**About this exercise**
Gather up every line from the entries below that uses the word "turn".

START Supplied data

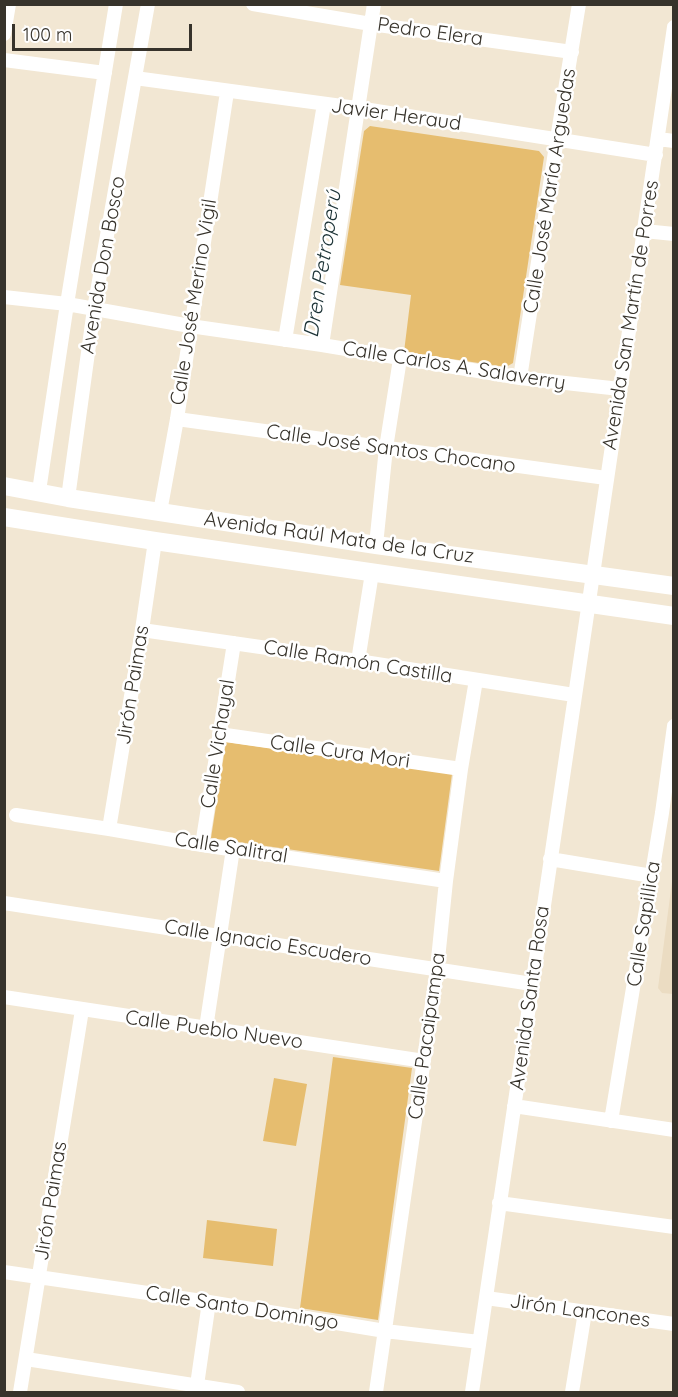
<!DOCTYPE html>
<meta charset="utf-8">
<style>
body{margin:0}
#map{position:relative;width:678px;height:1397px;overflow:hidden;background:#f2e7d3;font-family:Quicksand,sans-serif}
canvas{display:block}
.frame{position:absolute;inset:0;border:6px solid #37332b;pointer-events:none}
.scale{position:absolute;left:12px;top:24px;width:180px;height:27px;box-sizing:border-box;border:3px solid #37332b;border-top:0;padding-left:8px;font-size:18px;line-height:21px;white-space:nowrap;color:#37332b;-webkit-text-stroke:4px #fff;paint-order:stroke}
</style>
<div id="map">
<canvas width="678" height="1397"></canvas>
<div class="frame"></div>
<div class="scale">100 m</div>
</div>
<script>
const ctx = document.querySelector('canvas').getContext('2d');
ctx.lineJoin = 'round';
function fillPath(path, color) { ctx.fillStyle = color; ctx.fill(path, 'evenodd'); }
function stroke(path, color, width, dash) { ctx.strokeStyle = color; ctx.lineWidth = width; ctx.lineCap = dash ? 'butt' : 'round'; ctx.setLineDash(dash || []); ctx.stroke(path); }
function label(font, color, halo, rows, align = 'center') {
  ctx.font = font + ' Quicksand,sans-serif'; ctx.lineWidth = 5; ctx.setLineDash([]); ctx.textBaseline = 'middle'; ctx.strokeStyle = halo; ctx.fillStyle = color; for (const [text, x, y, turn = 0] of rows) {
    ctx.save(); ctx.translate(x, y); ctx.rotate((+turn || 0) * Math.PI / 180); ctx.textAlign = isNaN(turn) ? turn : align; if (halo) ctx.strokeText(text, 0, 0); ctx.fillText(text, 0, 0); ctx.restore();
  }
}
fillPath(new Path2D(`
 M673 874V994L662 993 658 988Z`), '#ebdcc2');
fillPath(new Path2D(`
 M370 126 539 151 544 157 513 363 506 367 404 352 411 295 340 285 364 131Z
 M226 742 452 774 439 871 211 838Z
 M333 1057 412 1068 378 1320 300 1308Z
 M274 1078 307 1084 296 1146 263 1141Z
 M207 1220 277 1229 273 1266 203 1258Z`), '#e6bd6f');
stroke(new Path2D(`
 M253 4 371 24 572 52
 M4 34 9 4
 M4 60 105 73
 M135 78 364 109 656 155
 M658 139 674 141
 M644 231 674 234
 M4 297 67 304 190 326 322 345 520 378 620 389
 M285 340 324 104
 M322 345 374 4
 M520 378 557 139 579 4
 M177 419 606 478
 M39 491 67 304 116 4
 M68 498 94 309 148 4
 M160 512 177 419 227 92
 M376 545 386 448 400 359
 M142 630 358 661 574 695
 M358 661 372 573
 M219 734 461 769
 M16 815 109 829 202 845 446 881
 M109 829 142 630 155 541
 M202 845 234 643
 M550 859 652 876
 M4 903 532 984
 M4 997 424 1061
 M206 1028 233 849
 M514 1106 674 1130
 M611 1121 662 813 674 726
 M499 1203 674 1227
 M4 1272 209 1302 385 1331 479 1342
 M486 1298 674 1324
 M26 1359 238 1392
 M20 1392 82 1010
 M196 1392 209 1302
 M376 1392 437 969 446 881 461 769 476 680
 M472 1392 674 27
 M572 1392 585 1312`), '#fff', 14);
stroke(new Path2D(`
 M4 486 68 498 376 545 674 586
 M4 517 155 541 674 616`), '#fff', 18);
label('20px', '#37332b', '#fff', [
 ["Pedro Elera",430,32,8],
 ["Javier Heraud",396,115,8],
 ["Calle José María Arguedas",550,191,-81],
 ["Avenida Don Bosco",103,265,-80],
 ["Calle José Merino Vigil",194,302,-81],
 ["Avenida San Martín de Porres",631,315,-81],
 ["Calle Carlos A. Salaverry",454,366,9],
 ["Calle José Santos Chocano",391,449,8],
 ["Avenida Raúl Mata de la Cruz",339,538,8],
 ["Calle Ramón Castilla",358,662,9],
 ["Jirón Paimas",133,685,-81],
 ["Calle Vichayal",218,744,-81],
 ["Calle Cura Mori",340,752,8],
 ["Calle Salitral",231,848,9],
 ["Calle Sapillica",644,924,-81],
 ["Calle Ignacio Escudero",268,943,9],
 ["Avenida Santa Rosa",530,998,-82],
 ["Calle Pueblo Nuevo",214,1030,8],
 ["Calle Pacaipampa",427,1036,-82],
 ["Jirón Paimas",51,1201,-81],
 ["Calle Santo Domingo",242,1308,9],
 ["Jirón Lancones",580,1311,8]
]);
label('italic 21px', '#1a3134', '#fff', [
 ["Dren Petroperú",323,264,-81]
]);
</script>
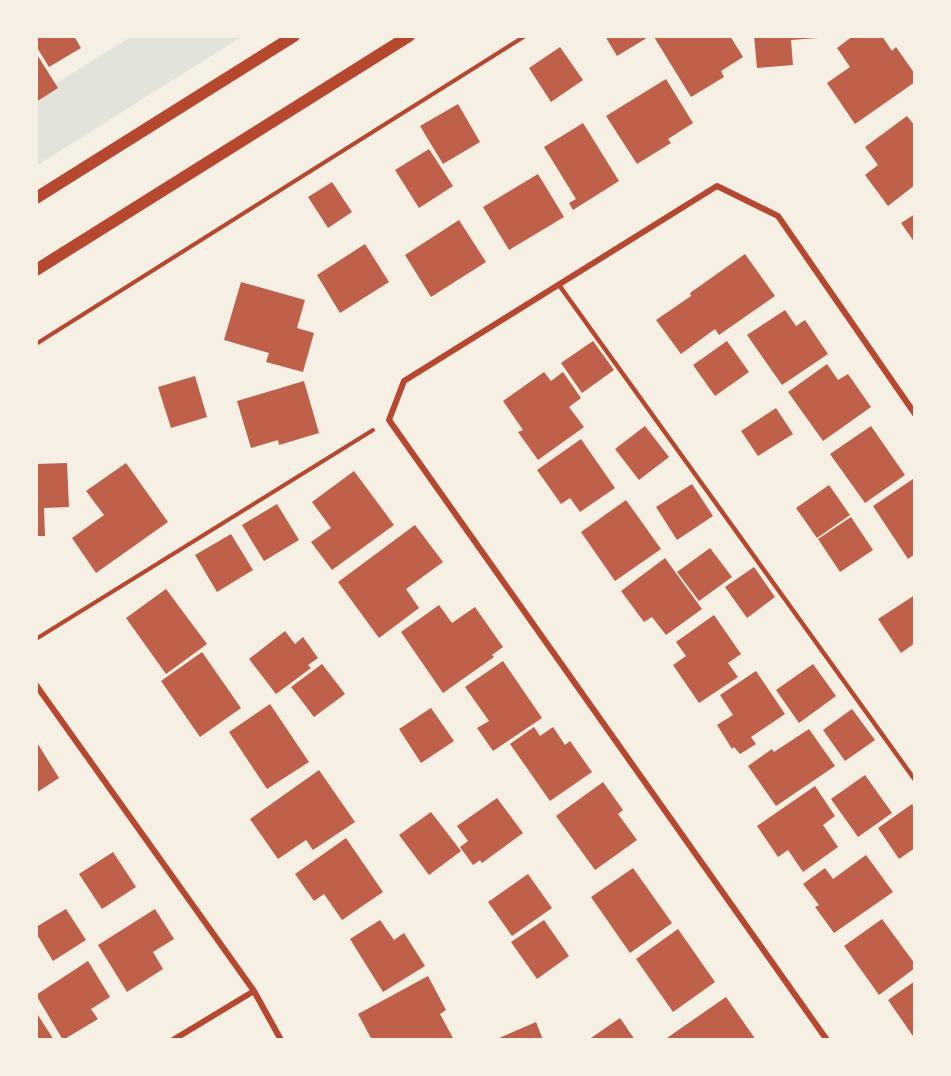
<!DOCTYPE html>
<style>
body{margin:0}
#map{position:relative;width:951px;height:1076px;overflow:hidden;background:#f6efe4;font-family:"IBM Plex Sans",sans-serif}
canvas{display:block}
.frame{position:absolute;inset:0;border:38px solid #f6efe4;pointer-events:none}
</style>
<div id="map">
<canvas width="951" height="1076"></canvas>
<div class="frame"></div>
</div>
<script>
const ctx = document.querySelector('canvas').getContext('2d');
ctx.lineJoin = 'round';
function fillPath(path, color) {
  ctx.fillStyle = color;
  ctx.fill(path, 'evenodd');
}
function stroke(path, color, width, dash) {
  ctx.strokeStyle = color;
  ctx.lineWidth = width;
  ctx.lineCap = dash ? 'butt' : 'round';
  ctx.setLineDash(dash || []);
  ctx.stroke(path);
}
const green = new Path2D(`
 M132,36h111l-207,130v-70z`);
const building = new Path2D(`
 M36,36h38l7,12 -32,19 -13,-21z
 M605,36h45l-33,20z
 M656,36h74l13,21 -22,14 3,6 -33,20 -37,-60z
 M754,36h64v2l-27,2 2,25 -36,3z
 M853,36h29l10,15 4,-4 19,27v8l-60,42 -28,-41 23,-16 -13,-19z
 M560,47l23,33 -32,22 -22,-34z
 M36,53l22,35 -22,14z
 M666,79l27,44 -25,16 3,4 -34,21 -31,-48z
 M458,104l22,38 -37,22 -23,-38z
 M907,116l8,10v59l-27,21 -23,-31 13,-10 -13,-18z
 M583,123l36,58 -46,29 -4,-7 7,-4 -32,-52z
 M429,149l24,37 -34,22 -24,-38z
 M538,174l26,43 -55,33 -26,-43z
 M332,182l20,30 -24,16 -20,-31z
 M915,214v29l-14,-20z
 M459,220l27,42 -55,35 -26,-42z
 M365,244l24,38 -49,31 -23,-38z
 M745,254l30,42 -56,39 -4,-6 -34,25 -25,-34 35,-24 -1,-3z
 M241,282l64,18 -8,28 17,5 -11,39 -37,-10 3,-9 -45,-13z
 M785,310l11,16 9,-6 23,34 -46,31 -35,-50z
 M593,341l21,29 -32,23 -21,-30z
 M727,341l22,31 -34,24 -22,-31z
 M827,364l11,16 10,-6 23,33 -48,34 -35,-49z
 M544,372l7,9 12,-9 18,26 -12,9 15,20 -46,33 -20,-28 5,-2 -20,-29z
 M195,376l12,41 -36,11 -13,-41z
 M304,381l15,52 -40,12 -1,-5 -27,8 -14,-47z
 M776,408l17,26 -35,22 -17,-25z
 M645,426l24,31 -30,23 -24,-31z
 M871,426l34,49 -40,28 -35,-49z
 M581,439l34,49 -35,24 -10,-14 -9,6 -24,-34z
 M67,463l2,44 -25,1 1,28h-9v-72z
 M126,463l42,59 -72,51 -24,-35 32,-23 -18,-24z
 M354,471l40,54 -62,45 -21,-28 20,-14 -19,-26z
 M913,479l2,3v72l-7,5 -35,-53z
 M692,484l21,32 -36,24 -21,-33z
 M829,485l21,30 -33,23 -21,-30z
 M626,500l35,49 -46,32 -34,-49z
 M277,504l22,36 -35,21 -22,-36z
 M851,517l22,33 -33,22 -22,-33z
 M415,525l28,37 -37,27 13,19 -40,30 -41,-56z
 M231,534l22,36 -36,22 -22,-37z
 M710,548l22,29 -33,24 -22,-29z
 M665,558l37,51 -36,26 -14,-18 -8,5 -23,-31z
 M754,567l21,30 -28,21 -22,-31z
 M166,589l41,55 -41,30 -40,-56z
 M915,595v48l-14,10 -23,-34z
 M439,605l13,18 23,-16 28,40 -11,8 2,2 -51,36 -42,-61z
 M714,615l27,39 -13,9 10,14 -39,26 -26,-38 13,-9 -10,-14z
 M285,631l10,13 8,-7 15,21 -10,7 3,3 -35,26 -27,-35z
 M202,652l39,56 -41,29 -39,-56z
 M503,661l39,57 -49,33 -16,-23 12,-7 -24,-34z
 M322,664l23,30 -31,23 -23,-30z
 M813,664l23,32 -37,27 -23,-33z
 M756,671l29,43 -34,23 5,7 -16,10 -6,-7 -2,2 -15,-24 16,-10 -13,-20z
 M270,704l39,58 -42,27 -38,-57z
 M431,708l23,33 -33,22 -22,-34z
 M852,709l23,31 -30,21 -22,-31z
 M534,727l6,9 13,-9 12,18 5,-4 22,31 -42,29 -40,-57z
 M809,729l26,37 -59,40 -28,-40 24,-17 2,3z
 M36,741l23,37 -23,15z
 M319,770l36,52 -42,28 -7,-10 -28,19 -28,-40z
 M865,775l27,38 -34,24 -27,-38z
 M603,782l20,28 -5,4 19,26 -42,30 -39,-54z
 M815,786l20,30 -12,9 15,22 -35,25 -15,-22 -10,7 -21,-31z
 M497,798l26,35 -41,30 -2,-3 -7,5 -13,-18 8,-6 -11,-15z
 M912,804l3,5v39l-16,11 -21,-31z
 M431,812l30,39 -32,24 -30,-40z
 M346,838l37,54 -41,28 -18,-26 -10,7 -19,-27z
 M113,852l23,35 -34,22 -23,-35z
 M866,855l27,37 -59,41 -19,-26 4,-2 -16,-21 22,-16 8,11z
 M633,868l39,55 -42,30 -39,-56z
 M528,874l24,34 -40,28 -24,-34z
 M66,909l20,31 -33,21 -17,-28v-6z
 M155,909l19,30 -21,13 10,17 -36,23 -29,-47z
 M882,919l33,45v4l-36,27 -35,-49z
 M380,920l14,20 10,-7 21,33 -42,26 -33,-53z
 M544,920l25,36 -32,23 -26,-37z
 M678,929l37,53 -42,30 -37,-53z
 M88,961l22,36 -19,12 7,10 -35,21 -27,-45z
 M428,976l18,34 -6,4 14,26h-82l-14,-26z
 M915,981v58l-27,-39z
 M726,997l30,43h-92z
 M36,1012l18,28h-18z
 M620,1018l15,22h-47z
 M536,1022l7,18h-43l-1,-2z`);
const path = new Path2D(`
 M36,344l489,-308
 M36,639l337,-209`);
const service = new Path2D(`
 M559,285l356,495`);
const minor = new Path2D(`
 M36,685l218,306 27,49
 M173,1040l81,-49
 M827,1040l-438,-620 15,-39 313,-195 61,30 137,198`);
const secondary = new Path2D(`
 M36,198l258,-162
 M36,270l373,-234`);
fillPath(green, '#e2e4dc');
fillPath(building, '#bf614a');
stroke(path, '#b5482f', 4);
stroke(service, '#b5482f', 4.5);
stroke(minor, '#b5482f', 6);
stroke(secondary, '#b5482f', 12);
</script>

END Supplied data

**Solution**
  ctx.font = font + ' Quicksand,sans-serif'; ctx.lineWidth = 5; ctx.setLineDash([]); ctx.textBaseline = 'middle'; ctx.strokeStyle = halo; ctx.fillStyle = color; for (const [text, x, y, turn = 0] of rows) {
    ctx.save(); ctx.translate(x, y); ctx.rotate((+turn || 0) * Math.PI / 180); ctx.textAlign = isNaN(turn) ? turn : align; if (halo) ctx.strokeText(text, 0, 0); ctx.fillText(text, 0, 0); ctx.restore();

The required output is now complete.